On l’a dit, Les abeilles grises n’est pas un roman de guerre. Sergueïtch ne prend en effet pas position sur le conflit, il ne s’agit pas d’un pamphlet politique, il ne raconte les affrontements que de manière marginale. Le sous-titre «quand le grand frère russe surveille» est d’ailleurs purement marketing, car si l’œil de Moscou est bien présent, ce n’est pourtant pas la thèse de l’ouvrage.
Une grise-attirail
Ce que semble plutôt raconter Kourkov, c’est la grisaille qui engloutit peu à peu le quotidien des personnes enfermées dans un conflit. La grisaille, sorte de contraction des mots «gris» et «attirail». Car le quotidien s’habille du treillis de l’armée. Les maisons, les villages, les gens. Jusqu’aux abeilles, pourtant symbole d’espoir et de joie dans le roman, qui perdent leur lueur, devenant des monstres cauchemardesques, soldates menaçantes.

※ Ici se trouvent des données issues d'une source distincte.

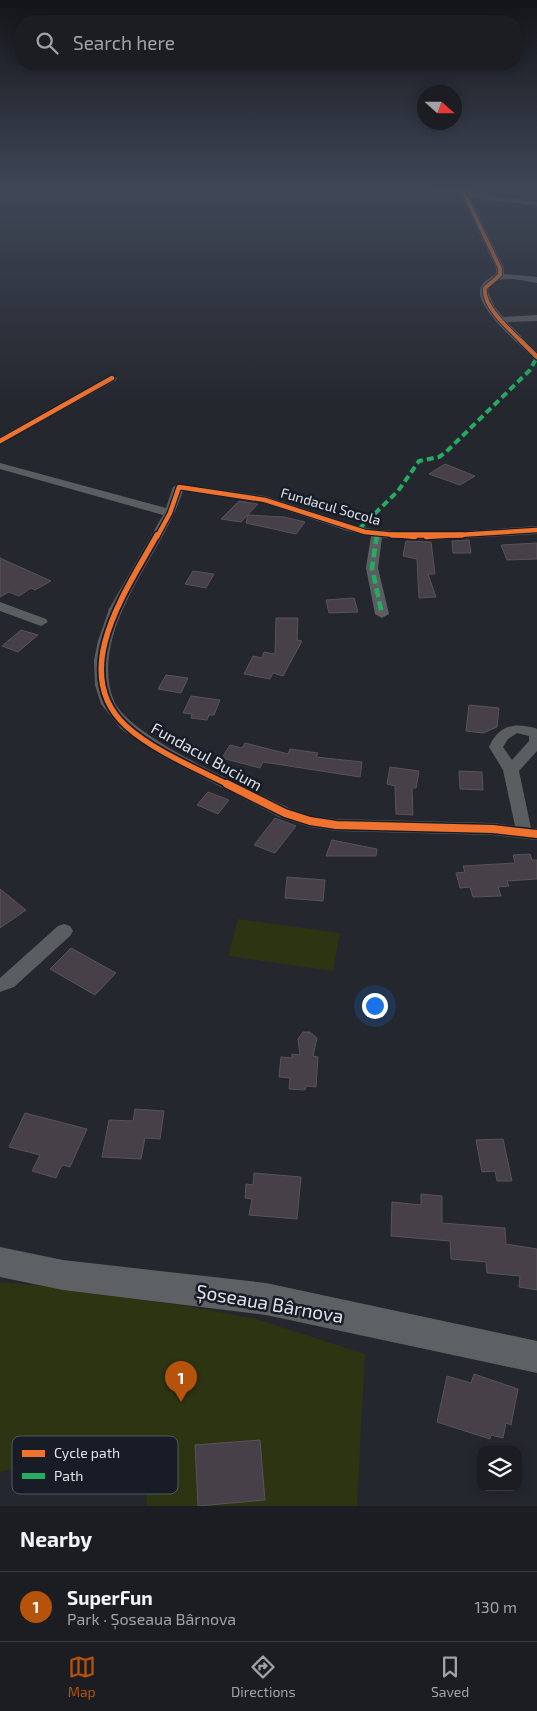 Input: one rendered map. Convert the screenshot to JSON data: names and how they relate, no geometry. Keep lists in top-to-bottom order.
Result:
{
  "streets": {
    "main road": ["Șoseaua Bârnova"],
    "street": ["Fundacul Socola", "Fundacul Bucium"]
  },
  "crossings": [
    ["Fundacul Socola", "Fundacul Bucium"]
  ],
  "legend": ["Cycle path", "Path"],
  "north": "right",
  "page": {
    "search": "Search here",
    "pins": "1",
    "heading": "Nearby",
    "list": [
      {
        "mark": "1",
        "name": "SuperFun",
        "note": "Park · Șoseaua Bârnova",
        "value": "130 m"
      }
    ],
    "nav": ["Map", "Directions", "Saved"]
  }
} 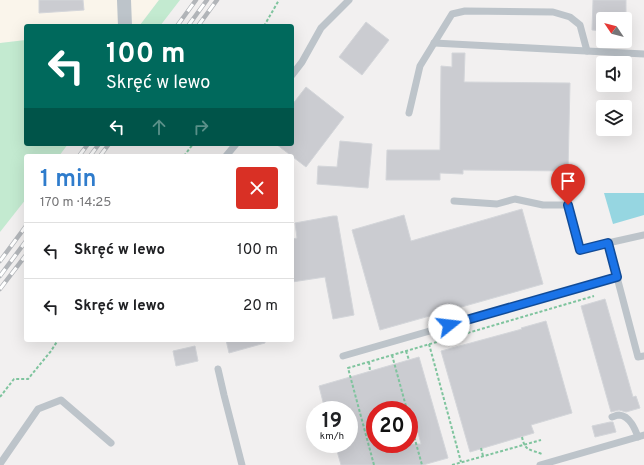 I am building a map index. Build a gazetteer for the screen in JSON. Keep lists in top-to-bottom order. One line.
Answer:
{"north":"top left","page":{"turn":["100 m","Skręć w lewo"],"heading":["1 min","170 m · 14:25"],"list":[{"name":"Skręć w lewo","value":"100 m"},{"name":"Skręć w lewo","value":"20 m"}],"speed":"19 km/h","limit":"20"}} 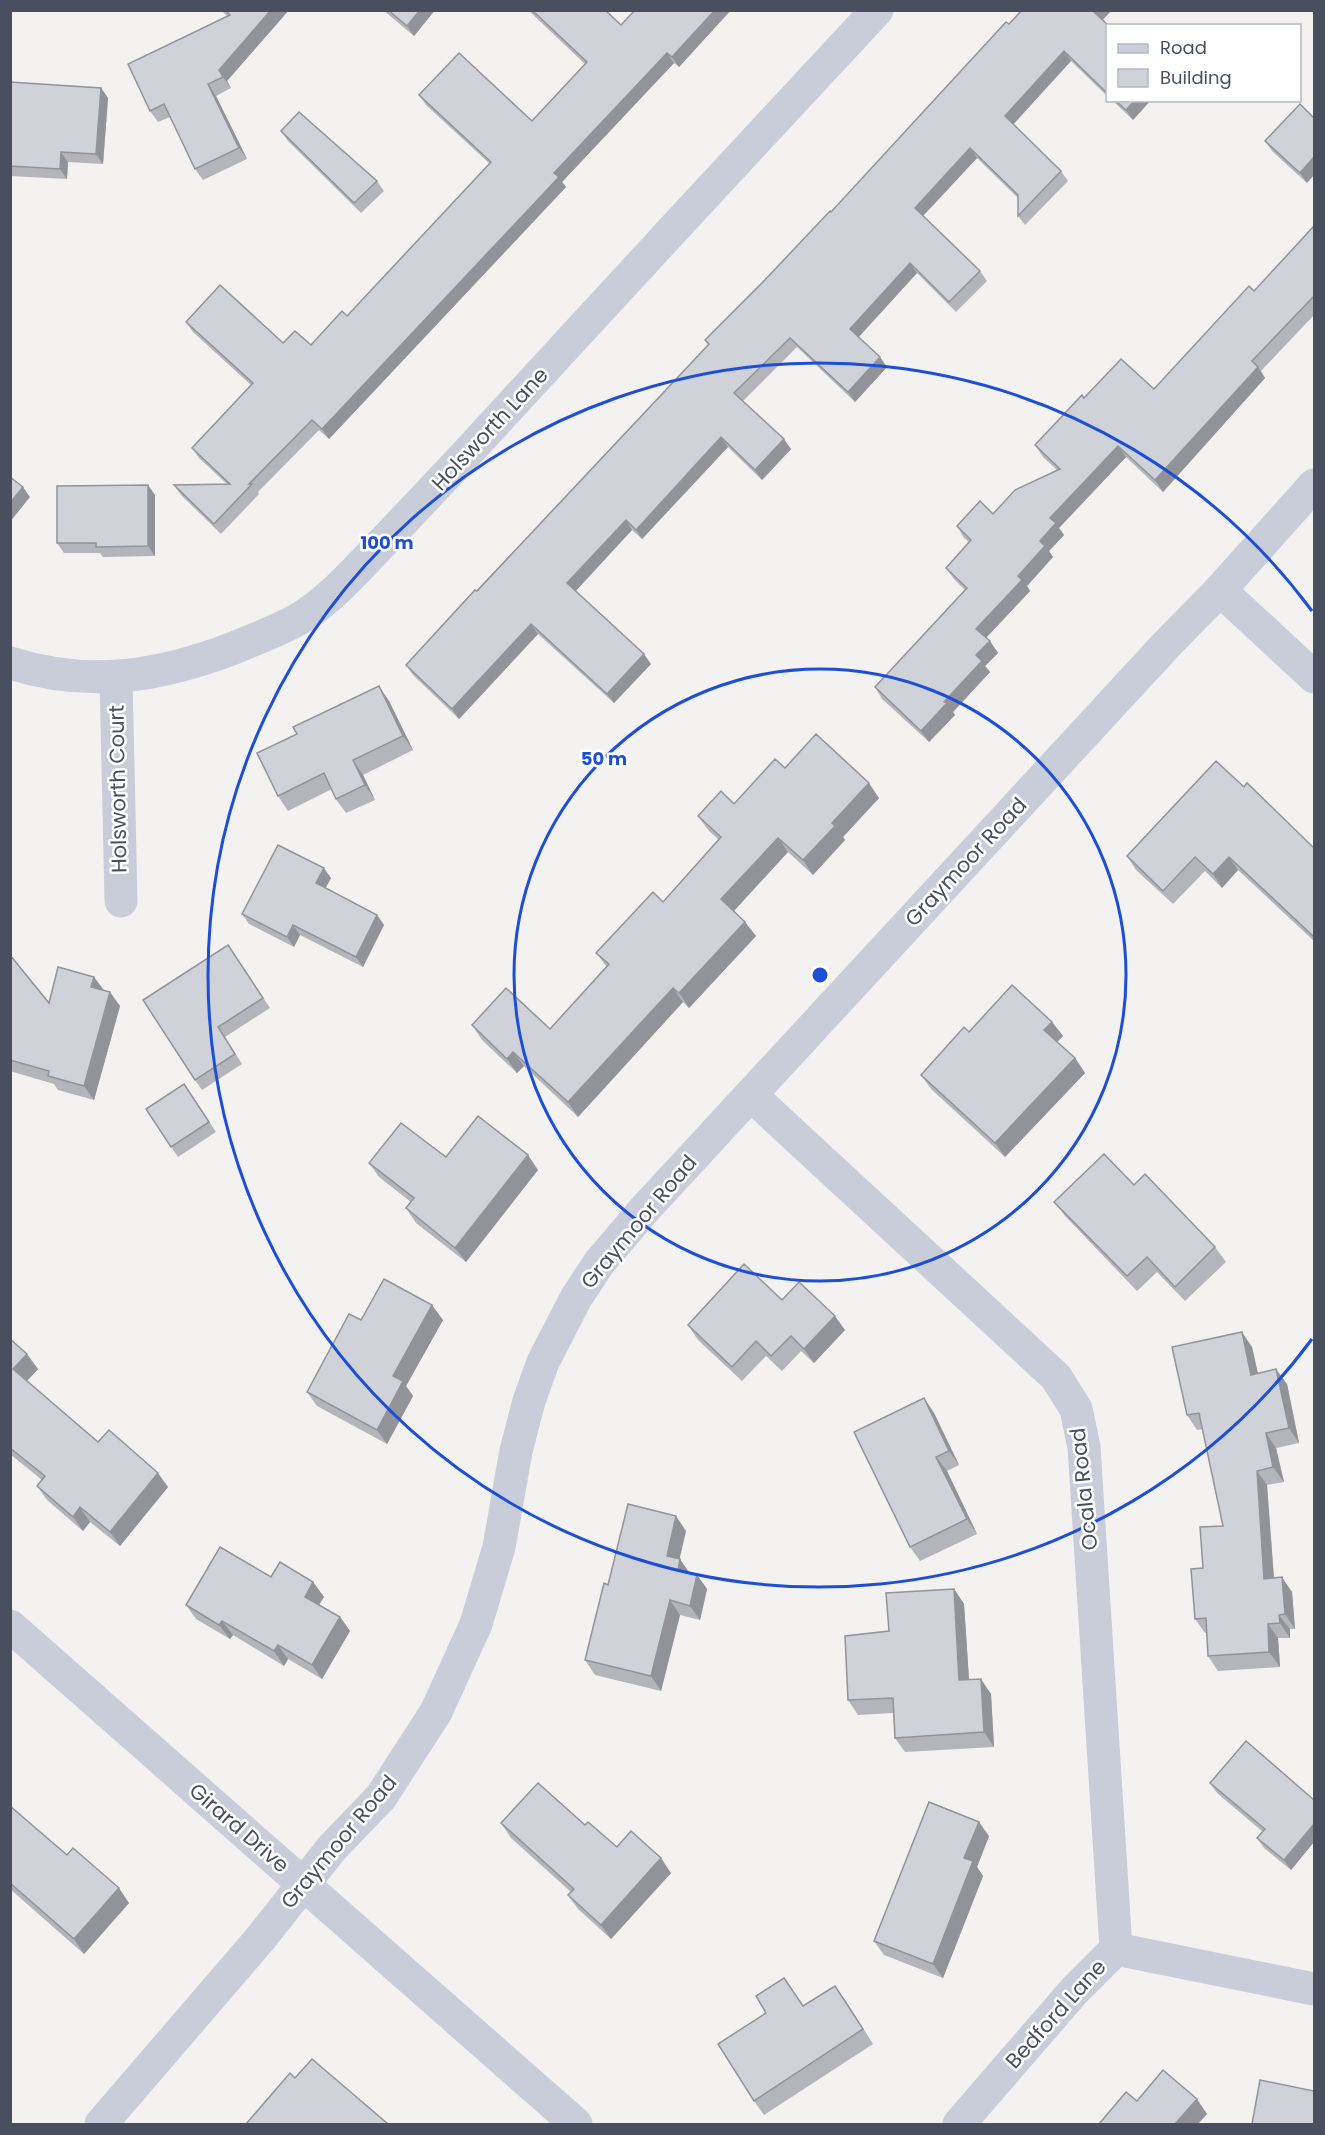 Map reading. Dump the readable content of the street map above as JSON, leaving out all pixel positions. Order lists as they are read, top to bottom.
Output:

Certains diront que la sortie de cet ouvrage a été rattrapée par l’actualité. C’est faire preuve d’ignorance. Les abeilles grises est simplement un récit qui éclaire le quotidien d’un «habitant de la guerre», guerre qui se déroule loin de notre regard depuis bientôt une dizaine d’années. Car celle-ci avait déjà bel et bien commencé avant 2021-2022. Mais nous l’avions trop vite rangée du côté des conflits lointains, mineurs, larvés, gelés. Voyager, grâce à Kourkov, dans ces terres déjà à l’époque dévastées par les dissensions, c’est nous balancer à la figure une belle dose de réalité.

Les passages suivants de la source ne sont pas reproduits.